## EXERCISE OBJECTIVE:
What is the number of lines in the entries below that include the word "image"? Provide the number only.

## EXTRACTED INFORMATION:
###

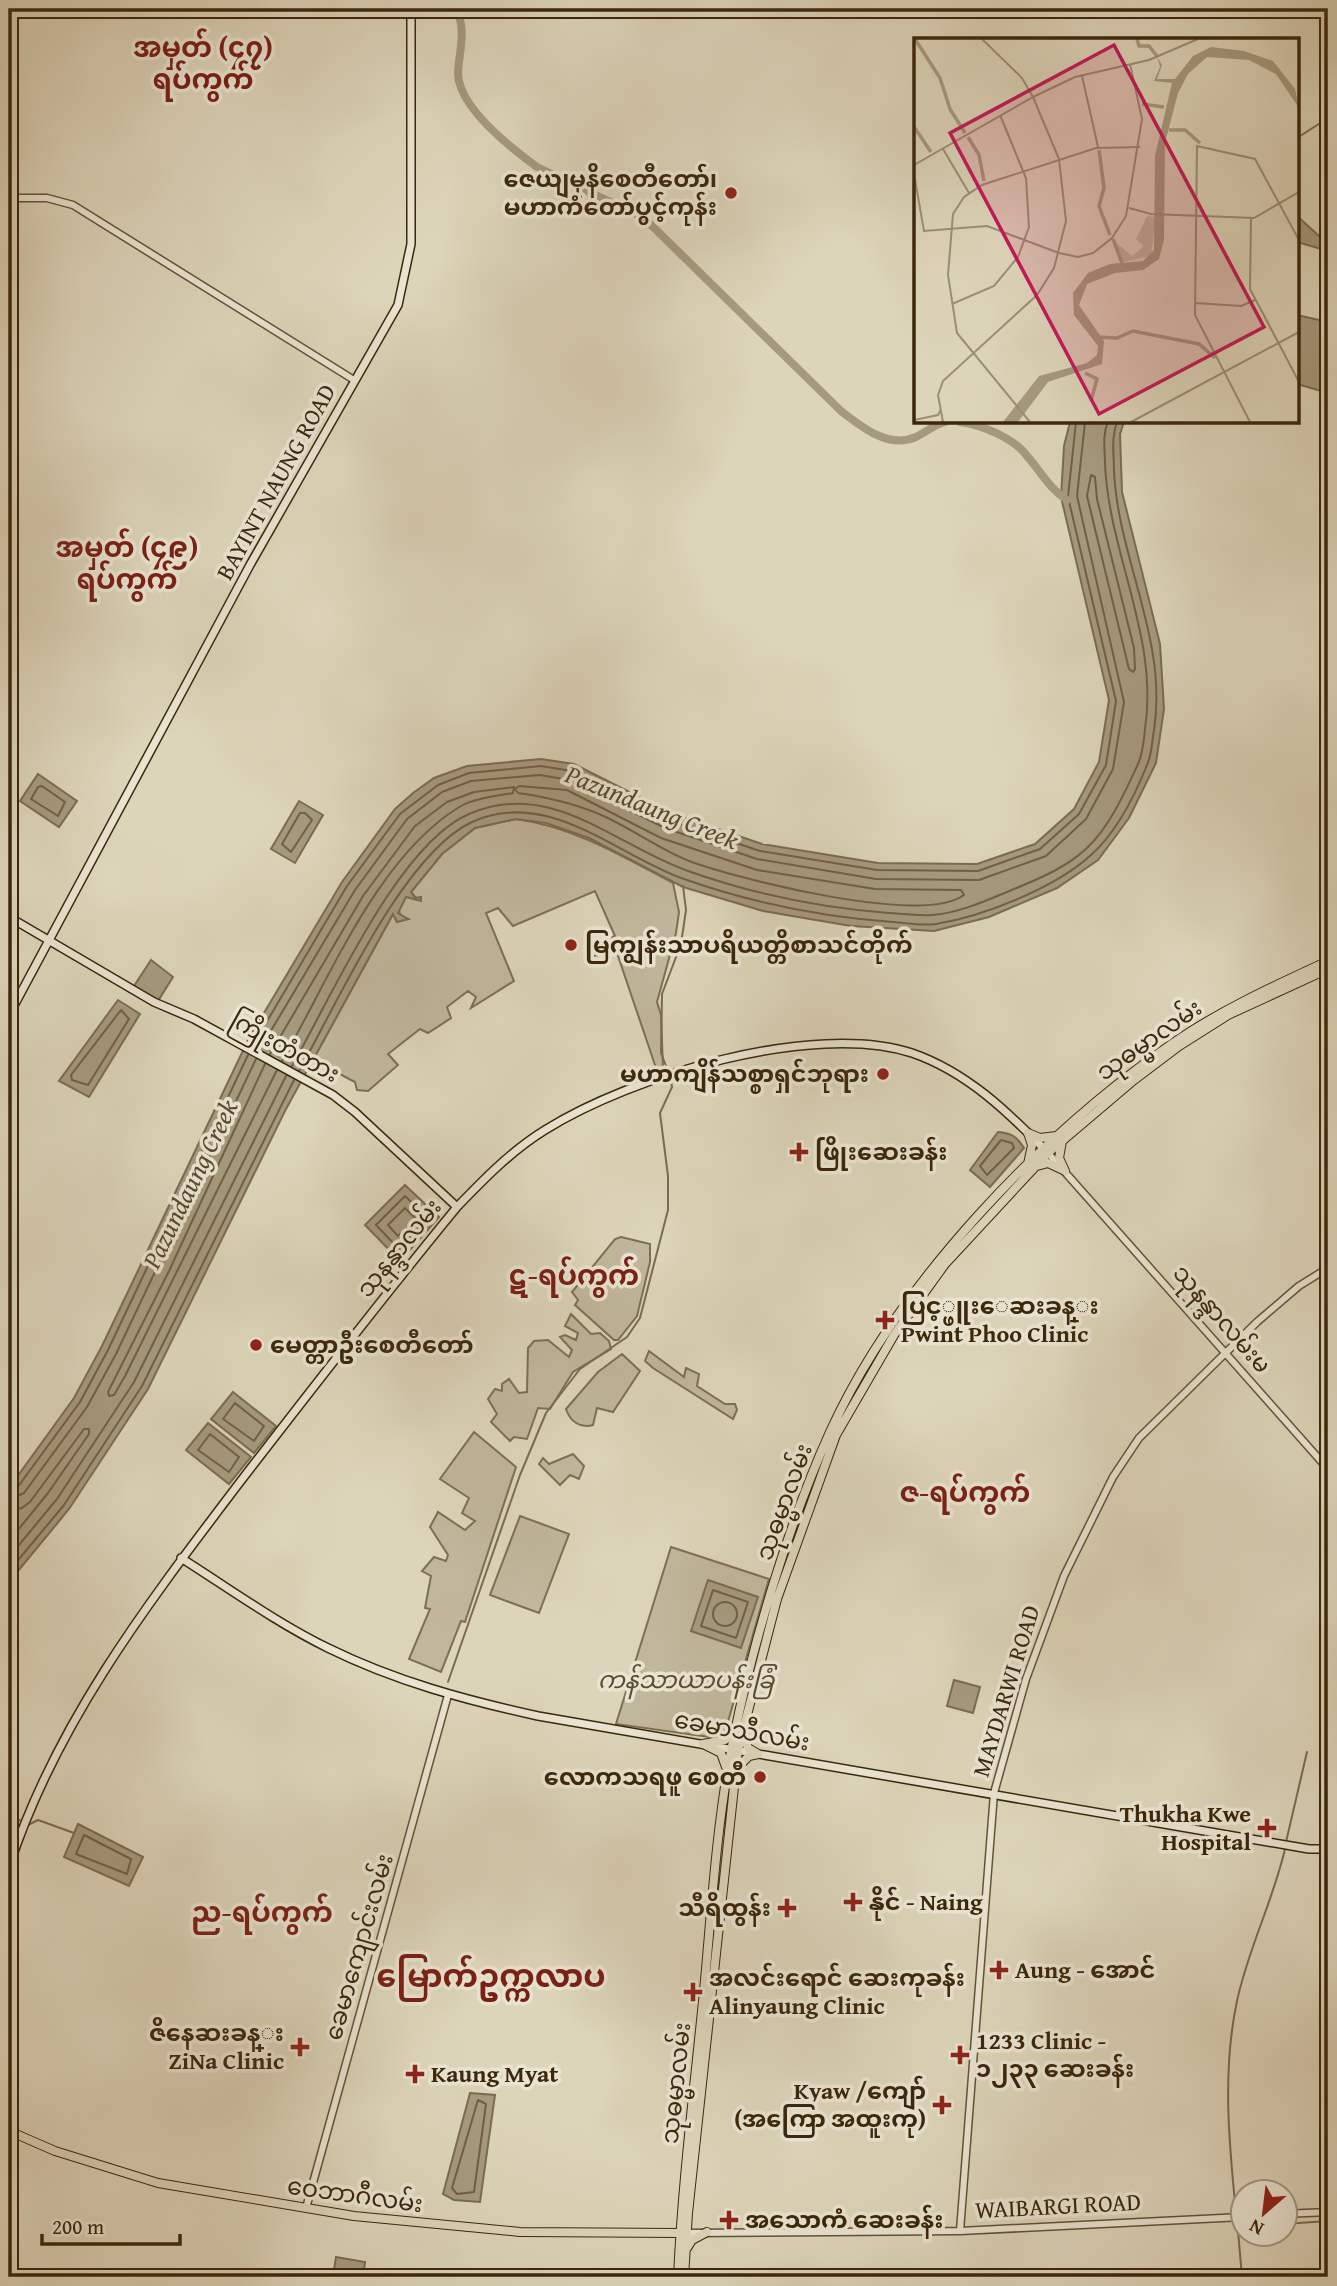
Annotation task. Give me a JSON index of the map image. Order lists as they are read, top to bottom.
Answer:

###

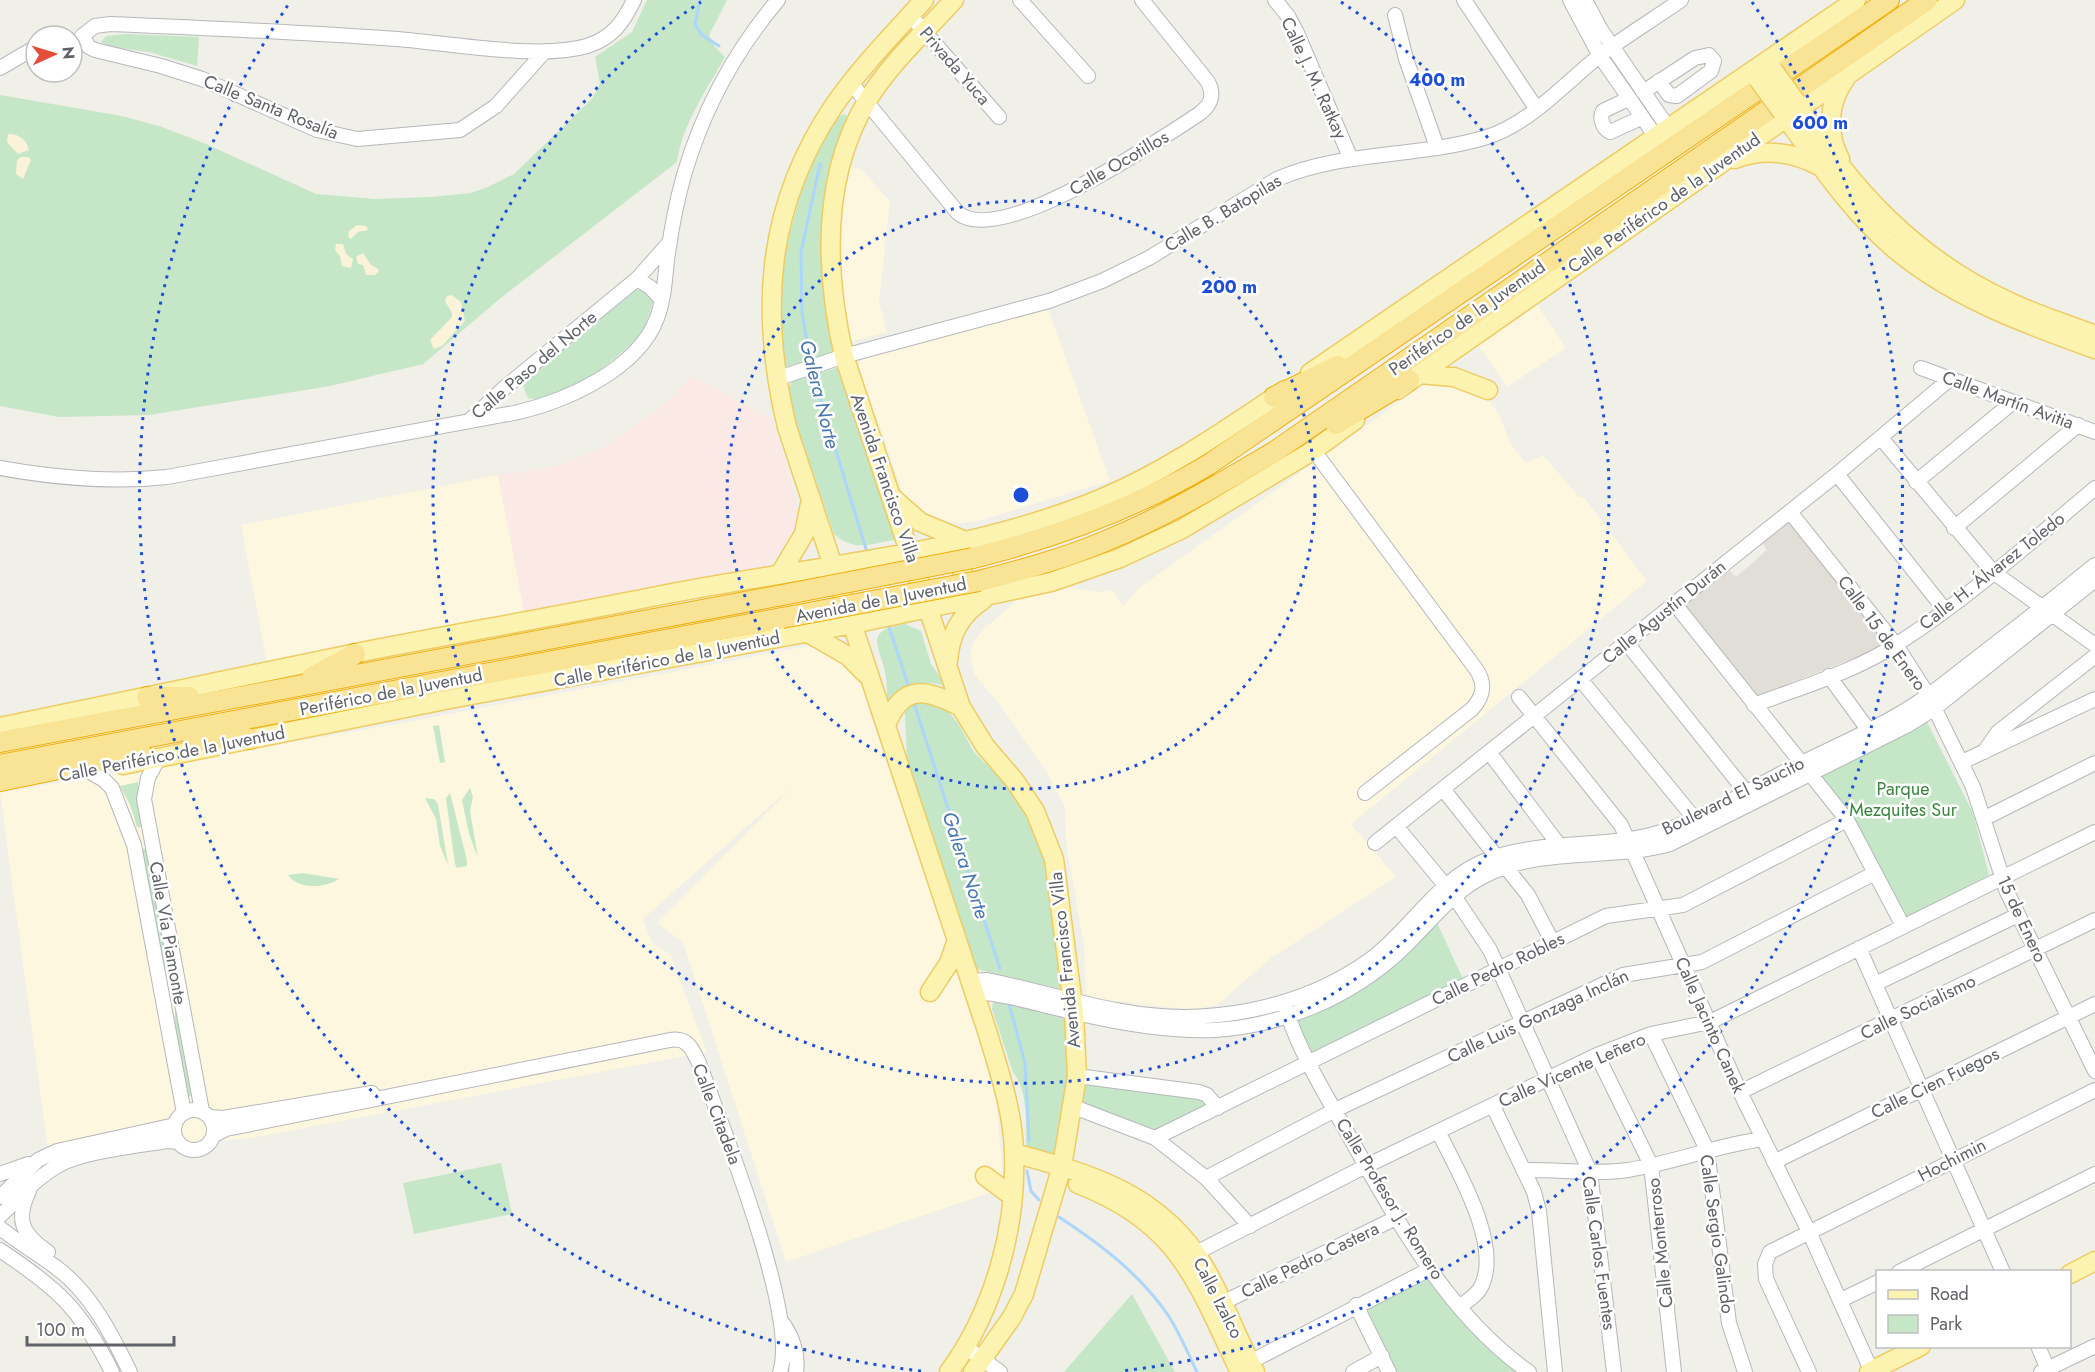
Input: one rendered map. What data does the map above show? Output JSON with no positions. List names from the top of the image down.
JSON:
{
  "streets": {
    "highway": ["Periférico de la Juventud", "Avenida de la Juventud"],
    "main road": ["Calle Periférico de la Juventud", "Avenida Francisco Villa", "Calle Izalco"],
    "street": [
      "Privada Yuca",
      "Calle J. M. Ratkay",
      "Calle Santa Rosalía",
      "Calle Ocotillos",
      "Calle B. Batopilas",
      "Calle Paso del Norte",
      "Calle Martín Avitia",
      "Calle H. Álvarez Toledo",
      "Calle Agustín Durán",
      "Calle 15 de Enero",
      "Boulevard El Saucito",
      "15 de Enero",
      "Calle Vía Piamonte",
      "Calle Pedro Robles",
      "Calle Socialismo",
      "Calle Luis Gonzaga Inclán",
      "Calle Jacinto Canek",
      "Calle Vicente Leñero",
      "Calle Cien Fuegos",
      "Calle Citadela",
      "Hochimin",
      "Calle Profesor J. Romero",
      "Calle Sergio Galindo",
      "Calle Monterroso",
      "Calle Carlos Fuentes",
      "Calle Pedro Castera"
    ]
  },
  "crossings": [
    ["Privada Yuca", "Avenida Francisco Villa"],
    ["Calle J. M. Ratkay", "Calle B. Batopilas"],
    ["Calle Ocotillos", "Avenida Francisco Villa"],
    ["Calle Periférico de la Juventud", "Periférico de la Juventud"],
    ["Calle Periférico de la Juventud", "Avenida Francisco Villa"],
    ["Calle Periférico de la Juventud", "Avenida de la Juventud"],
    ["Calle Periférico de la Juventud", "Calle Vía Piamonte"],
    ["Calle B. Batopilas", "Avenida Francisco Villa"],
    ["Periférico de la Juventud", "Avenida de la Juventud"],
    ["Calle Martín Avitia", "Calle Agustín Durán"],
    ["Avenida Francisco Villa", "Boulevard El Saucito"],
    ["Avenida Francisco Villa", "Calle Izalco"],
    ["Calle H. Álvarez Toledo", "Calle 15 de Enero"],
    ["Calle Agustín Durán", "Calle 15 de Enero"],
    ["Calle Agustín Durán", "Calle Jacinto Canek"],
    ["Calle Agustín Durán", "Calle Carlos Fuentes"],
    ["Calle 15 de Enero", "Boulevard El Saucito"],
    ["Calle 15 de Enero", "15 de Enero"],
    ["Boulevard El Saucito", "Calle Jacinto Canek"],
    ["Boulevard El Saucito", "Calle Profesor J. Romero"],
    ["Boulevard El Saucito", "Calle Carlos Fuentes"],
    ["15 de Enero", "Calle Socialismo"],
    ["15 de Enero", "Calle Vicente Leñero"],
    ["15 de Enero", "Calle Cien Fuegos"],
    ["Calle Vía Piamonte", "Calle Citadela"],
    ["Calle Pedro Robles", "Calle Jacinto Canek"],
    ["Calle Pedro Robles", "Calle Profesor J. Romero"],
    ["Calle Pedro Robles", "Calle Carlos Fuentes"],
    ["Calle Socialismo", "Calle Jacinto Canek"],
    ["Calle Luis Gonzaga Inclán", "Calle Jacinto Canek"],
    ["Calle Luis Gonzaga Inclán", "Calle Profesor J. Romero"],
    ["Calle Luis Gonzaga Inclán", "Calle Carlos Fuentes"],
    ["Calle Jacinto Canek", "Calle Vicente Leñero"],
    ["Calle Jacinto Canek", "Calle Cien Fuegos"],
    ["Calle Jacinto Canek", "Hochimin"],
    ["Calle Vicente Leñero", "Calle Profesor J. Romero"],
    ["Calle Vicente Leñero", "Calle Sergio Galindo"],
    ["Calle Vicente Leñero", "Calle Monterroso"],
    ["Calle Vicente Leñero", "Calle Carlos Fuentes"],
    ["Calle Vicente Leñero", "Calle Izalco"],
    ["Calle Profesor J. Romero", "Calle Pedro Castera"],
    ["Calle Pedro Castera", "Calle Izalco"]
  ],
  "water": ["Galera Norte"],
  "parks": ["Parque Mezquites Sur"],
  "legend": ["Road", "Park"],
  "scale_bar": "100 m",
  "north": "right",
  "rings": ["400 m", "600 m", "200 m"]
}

###

## WRITTEN ANSWER:
2